Your answer should consist of each line from the data below that contains "lists".

───── Raw data ─────

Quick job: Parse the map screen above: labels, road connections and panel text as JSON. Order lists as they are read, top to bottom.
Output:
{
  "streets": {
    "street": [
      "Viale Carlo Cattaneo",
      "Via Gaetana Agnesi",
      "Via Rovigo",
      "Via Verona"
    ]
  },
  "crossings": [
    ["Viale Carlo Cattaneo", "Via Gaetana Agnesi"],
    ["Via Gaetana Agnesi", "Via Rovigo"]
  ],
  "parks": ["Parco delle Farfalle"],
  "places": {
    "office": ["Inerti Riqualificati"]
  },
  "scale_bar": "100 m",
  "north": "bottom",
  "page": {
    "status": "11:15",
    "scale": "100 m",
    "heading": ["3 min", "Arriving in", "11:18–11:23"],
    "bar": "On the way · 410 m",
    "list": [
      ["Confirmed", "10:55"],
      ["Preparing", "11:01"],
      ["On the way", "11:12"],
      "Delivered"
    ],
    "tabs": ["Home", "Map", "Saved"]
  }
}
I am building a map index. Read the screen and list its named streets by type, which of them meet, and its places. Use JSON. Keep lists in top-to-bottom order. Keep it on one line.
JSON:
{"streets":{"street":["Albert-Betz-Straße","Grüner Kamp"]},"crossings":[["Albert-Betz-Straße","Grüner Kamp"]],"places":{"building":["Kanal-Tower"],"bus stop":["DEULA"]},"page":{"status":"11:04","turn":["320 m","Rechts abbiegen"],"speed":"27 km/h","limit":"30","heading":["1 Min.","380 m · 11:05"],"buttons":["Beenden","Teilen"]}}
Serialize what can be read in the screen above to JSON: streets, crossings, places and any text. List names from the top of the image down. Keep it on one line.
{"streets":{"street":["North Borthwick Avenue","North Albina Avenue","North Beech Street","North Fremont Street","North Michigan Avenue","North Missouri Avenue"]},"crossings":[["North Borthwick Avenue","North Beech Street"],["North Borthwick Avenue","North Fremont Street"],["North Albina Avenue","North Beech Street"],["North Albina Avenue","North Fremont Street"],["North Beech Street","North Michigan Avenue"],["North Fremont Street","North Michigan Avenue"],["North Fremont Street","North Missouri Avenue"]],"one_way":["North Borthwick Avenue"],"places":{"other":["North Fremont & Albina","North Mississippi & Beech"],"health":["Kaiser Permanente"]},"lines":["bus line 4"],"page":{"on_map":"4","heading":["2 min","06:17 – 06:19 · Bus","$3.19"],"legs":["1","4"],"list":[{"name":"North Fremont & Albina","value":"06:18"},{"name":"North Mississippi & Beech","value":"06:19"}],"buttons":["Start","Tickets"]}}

─────

■ Output of the exercise
Quick job: Parse the map screen above: labels, road connections and panel text as JSON. Order lists as they are read, top to bottom.
I am building a map index. Read the screen and list its named streets by type, which of them meet, and its places. Use JSON. Keep lists in top-to-bottom order. Keep it on one line.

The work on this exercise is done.